Crime plummets, but L+O pollies
still bray for costly harsher laws

A new research paper from the Australian Institute of Criminology highlights how crime in Australia and in western nations is down over the past decade, and declining.

The paper indicates how wrong and self-servingly tendentious are the caterwauling outbursts from politicians, usually shortly before an election, over individual crimes.

“If you hear a politician declaiming for harsher laws and penalties because of the need for a ‘law and order’ campaign, you will know that he or she is someone who ignores facts and peddles propaganda, totally removed from reality,” CLA CEO Bill Rowlings said.

“Such politicians are self-serving, and serving media proprietors’ interests, rather than the interests and pockets of the Australian people.

“With crime down, imprisonment should be down, which would save all taxpayers hundreds of millions of dollars. That’s where politicians should be concentrating their crime efforts in the coming decade, in saving taxpayers money.”

The research paper, Improving crime prevention knowledge and practice, by Peter Homel, was released (Dec 09) by the Australian Institute of Criminology (AIC).

“Along with many other developed, Western countries, Australia has experienced significant declines in almost all categories of crime over the past decade,” author Homel says.

“Recent figures from the Australian Bureau of Statistics (ABS) confirm a continuing decline in crime in Australia, with a drop of around 10% in most categories of crime from 2006 to 2007 (ABS 2008). The overall victimisation rate in 2005 was 6%, compared with 9% in 2002 (ABS 2006). Significantly, the rates for a range of property crimes in Australia are now at their lowest levels since records were first collected (ABS 2008).

The same is true for Canada and the UK, Mr Homel reports.

“The most recent figures for reported crime in Canada indicate that the 2007 national crime rate is at its lowest for 30 years, with a 7% decline during the previous year representing the third consecutive annual decrease (Dauvergne 2008).

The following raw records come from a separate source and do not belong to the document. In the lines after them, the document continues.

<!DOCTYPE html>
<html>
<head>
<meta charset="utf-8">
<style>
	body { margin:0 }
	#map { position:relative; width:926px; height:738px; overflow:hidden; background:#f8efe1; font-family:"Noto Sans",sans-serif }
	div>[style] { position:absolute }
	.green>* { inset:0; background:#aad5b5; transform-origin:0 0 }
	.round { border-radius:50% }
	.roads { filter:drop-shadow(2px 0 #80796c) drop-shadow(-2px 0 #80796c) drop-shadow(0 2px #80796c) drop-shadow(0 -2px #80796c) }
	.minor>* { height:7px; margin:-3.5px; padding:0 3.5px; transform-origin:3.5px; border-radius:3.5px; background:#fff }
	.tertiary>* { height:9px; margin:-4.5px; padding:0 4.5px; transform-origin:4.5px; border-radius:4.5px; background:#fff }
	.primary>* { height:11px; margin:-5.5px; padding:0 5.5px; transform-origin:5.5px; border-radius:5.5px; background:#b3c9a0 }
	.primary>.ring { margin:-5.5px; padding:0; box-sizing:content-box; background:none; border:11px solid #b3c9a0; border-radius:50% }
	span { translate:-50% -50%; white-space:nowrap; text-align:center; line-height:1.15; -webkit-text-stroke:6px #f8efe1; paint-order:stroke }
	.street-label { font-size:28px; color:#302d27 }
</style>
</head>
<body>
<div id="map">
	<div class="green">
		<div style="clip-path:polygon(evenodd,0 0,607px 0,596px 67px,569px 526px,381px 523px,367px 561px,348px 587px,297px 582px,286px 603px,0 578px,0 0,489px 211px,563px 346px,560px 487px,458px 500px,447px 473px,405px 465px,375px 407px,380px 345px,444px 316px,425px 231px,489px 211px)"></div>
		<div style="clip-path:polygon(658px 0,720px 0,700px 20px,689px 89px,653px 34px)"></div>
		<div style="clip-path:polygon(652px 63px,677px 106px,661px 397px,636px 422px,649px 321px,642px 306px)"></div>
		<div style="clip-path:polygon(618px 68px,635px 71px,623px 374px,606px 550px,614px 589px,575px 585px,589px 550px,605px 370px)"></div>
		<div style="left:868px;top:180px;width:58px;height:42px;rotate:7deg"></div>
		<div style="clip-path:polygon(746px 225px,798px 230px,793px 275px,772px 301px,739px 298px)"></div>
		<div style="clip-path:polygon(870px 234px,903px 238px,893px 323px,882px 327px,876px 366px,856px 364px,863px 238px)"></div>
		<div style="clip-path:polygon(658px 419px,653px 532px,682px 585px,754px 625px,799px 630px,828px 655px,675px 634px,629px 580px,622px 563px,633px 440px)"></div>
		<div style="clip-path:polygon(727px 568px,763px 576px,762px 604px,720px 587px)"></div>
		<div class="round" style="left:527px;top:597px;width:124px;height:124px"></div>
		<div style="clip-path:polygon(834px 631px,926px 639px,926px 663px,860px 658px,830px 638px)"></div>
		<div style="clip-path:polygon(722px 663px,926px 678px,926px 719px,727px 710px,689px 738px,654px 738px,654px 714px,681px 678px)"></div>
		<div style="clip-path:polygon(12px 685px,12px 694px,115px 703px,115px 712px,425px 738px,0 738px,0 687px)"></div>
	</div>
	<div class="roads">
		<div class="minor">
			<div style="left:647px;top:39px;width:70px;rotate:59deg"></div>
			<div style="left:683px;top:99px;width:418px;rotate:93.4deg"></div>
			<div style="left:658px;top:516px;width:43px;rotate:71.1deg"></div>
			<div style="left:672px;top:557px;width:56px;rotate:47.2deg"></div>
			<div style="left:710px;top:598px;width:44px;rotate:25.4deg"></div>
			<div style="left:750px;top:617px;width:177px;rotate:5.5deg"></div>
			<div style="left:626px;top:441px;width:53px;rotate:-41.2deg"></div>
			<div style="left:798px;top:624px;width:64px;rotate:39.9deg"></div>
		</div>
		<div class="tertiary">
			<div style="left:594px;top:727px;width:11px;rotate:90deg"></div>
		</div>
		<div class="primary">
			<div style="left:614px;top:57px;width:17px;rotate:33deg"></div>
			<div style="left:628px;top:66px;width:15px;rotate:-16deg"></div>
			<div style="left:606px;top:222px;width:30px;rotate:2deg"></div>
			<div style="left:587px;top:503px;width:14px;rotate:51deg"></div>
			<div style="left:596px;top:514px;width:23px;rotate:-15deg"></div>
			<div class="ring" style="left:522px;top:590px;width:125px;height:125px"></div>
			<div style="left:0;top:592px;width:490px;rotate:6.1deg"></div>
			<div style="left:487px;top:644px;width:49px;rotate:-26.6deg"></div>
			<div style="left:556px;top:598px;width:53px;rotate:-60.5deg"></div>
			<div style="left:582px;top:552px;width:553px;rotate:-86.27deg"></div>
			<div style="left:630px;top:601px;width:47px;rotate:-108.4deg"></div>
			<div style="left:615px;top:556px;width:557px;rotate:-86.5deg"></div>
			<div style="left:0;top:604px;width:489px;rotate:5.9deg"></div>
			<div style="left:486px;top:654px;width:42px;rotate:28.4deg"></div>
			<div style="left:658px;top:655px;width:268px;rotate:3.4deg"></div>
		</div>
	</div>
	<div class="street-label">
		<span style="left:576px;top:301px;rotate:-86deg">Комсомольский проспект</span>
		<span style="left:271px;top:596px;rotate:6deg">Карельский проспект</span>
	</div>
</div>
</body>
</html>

“Similar patterns exist in the UK, where figures show that crime in England and Wales has fallen by 42%, following a peak in 1995, such that the risk of being a victim of crime is now only 24% compared with 40% in 1995 (Kershaw, Nicholas & Walker 2008).”

A report on the most recent International Criminal Victimisation Survey, conducted during 2004–05, shows that crime levels in 2004 had declined to a level similar to that of the late 1980s (van Djik, van Kestern & Smit 2007), Mr Homel said.

The Homel paper calls for ramping up crime prevention programs which have been shown to work. He calls for the setting up of a rime prevention technical assistance fund.

Commenting on the paper, AIC Director Adam Tomison says: “Research from Australia and overseas consistently demonstrates that the effectiveness of many crime prevention initiatives is reduced by a continual lack of access to adequate crime prevention knowledge and technical skills.

“In particular, the internationalisation of crime has highlighted the need for renewed effort aimed at increasing the efficiency of knowledge transfer, skills development, project and program management ability, and performance measurement and evaluation capacity.”

This paper suggests the development of a comprehensive national framework for a technical support program,” Dr Tomison says.